- _Assigned task_
Please give back word for word the lines below, from the first one through the one with "M274,86H305L306,93L273,99L284,108L264,112L263,108L247,95L271,90Z".

- _Extracted entries_
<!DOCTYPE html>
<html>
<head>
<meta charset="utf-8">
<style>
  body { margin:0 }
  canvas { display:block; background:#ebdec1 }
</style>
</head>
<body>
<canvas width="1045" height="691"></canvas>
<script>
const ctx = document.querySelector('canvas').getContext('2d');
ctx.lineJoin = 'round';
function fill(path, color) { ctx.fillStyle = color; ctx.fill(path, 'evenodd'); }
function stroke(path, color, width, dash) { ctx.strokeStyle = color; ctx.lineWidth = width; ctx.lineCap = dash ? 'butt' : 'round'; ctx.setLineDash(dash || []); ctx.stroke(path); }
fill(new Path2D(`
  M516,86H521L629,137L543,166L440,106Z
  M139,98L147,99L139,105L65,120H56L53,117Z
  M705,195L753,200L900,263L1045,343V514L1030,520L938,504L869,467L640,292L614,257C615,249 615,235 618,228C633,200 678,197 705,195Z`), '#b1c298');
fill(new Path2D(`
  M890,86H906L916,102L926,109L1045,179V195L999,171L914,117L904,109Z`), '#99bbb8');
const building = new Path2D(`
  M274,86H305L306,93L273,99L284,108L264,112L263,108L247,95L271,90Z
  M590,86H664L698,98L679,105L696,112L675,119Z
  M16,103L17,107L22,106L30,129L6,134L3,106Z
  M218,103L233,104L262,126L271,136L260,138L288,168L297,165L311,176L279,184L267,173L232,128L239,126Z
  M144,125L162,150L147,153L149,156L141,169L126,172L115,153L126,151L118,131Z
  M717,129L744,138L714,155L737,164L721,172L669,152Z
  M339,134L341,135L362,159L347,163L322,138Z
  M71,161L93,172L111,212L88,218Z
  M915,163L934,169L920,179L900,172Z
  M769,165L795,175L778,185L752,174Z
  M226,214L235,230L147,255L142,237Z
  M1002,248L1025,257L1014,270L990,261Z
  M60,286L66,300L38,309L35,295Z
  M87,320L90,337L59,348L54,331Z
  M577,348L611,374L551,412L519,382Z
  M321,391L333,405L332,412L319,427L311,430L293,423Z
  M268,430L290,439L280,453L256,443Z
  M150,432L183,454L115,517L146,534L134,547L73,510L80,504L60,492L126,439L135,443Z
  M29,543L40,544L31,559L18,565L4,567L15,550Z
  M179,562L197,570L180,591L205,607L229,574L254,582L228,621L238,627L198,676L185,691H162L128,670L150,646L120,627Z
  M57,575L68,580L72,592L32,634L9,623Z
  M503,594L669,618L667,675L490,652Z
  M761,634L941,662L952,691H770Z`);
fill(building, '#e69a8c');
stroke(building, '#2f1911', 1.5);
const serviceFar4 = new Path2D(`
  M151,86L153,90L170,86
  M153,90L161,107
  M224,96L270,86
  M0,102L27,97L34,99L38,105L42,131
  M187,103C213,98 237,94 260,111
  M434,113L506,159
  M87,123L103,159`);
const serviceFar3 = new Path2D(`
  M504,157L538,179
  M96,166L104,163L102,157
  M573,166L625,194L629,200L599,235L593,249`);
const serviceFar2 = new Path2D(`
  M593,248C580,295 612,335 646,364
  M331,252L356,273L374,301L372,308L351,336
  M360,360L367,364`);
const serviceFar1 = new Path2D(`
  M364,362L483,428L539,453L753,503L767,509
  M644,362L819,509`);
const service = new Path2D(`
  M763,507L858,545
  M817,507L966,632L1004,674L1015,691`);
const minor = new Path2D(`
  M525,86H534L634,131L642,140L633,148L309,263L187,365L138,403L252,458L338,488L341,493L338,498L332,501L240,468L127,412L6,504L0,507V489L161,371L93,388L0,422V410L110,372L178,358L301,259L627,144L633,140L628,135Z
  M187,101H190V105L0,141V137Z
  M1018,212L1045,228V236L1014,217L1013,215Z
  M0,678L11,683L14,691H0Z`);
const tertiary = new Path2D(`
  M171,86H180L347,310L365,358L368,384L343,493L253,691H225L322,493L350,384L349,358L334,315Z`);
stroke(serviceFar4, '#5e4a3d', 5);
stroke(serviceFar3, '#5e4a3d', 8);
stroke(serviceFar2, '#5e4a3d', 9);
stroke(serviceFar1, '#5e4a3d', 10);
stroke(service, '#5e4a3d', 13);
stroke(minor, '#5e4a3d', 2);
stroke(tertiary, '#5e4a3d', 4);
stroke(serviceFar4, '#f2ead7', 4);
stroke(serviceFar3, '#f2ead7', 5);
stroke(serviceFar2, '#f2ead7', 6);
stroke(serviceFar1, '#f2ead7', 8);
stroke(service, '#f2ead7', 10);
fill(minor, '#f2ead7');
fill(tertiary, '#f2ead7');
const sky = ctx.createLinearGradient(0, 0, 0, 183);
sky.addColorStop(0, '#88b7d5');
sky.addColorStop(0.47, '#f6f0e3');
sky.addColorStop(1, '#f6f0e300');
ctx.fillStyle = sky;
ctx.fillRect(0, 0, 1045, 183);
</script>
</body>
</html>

- _Answer box_
<!DOCTYPE html>
<html>
<head>
<meta charset="utf-8">
<style>
  body { margin:0 }
  canvas { display:block; background:#ebdec1 }
</style>
</head>
<body>
<canvas width="1045" height="691"></canvas>
<script>
const ctx = document.querySelector('canvas').getContext('2d');
ctx.lineJoin = 'round';
function fill(path, color) { ctx.fillStyle = color; ctx.fill(path, 'evenodd'); }
function stroke(path, color, width, dash) { ctx.strokeStyle = color; ctx.lineWidth = width; ctx.lineCap = dash ? 'butt' : 'round'; ctx.setLineDash(dash || []); ctx.stroke(path); }
fill(new Path2D(`
  M516,86H521L629,137L543,166L440,106Z
  M139,98L147,99L139,105L65,120H56L53,117Z
  M705,195L753,200L900,263L1045,343V514L1030,520L938,504L869,467L640,292L614,257C615,249 615,235 618,228C633,200 678,197 705,195Z`), '#b1c298');
fill(new Path2D(`
  M890,86H906L916,102L926,109L1045,179V195L999,171L914,117L904,109Z`), '#99bbb8');
const building = new Path2D(`
  M274,86H305L306,93L273,99L284,108L264,112L263,108L247,95L271,90Z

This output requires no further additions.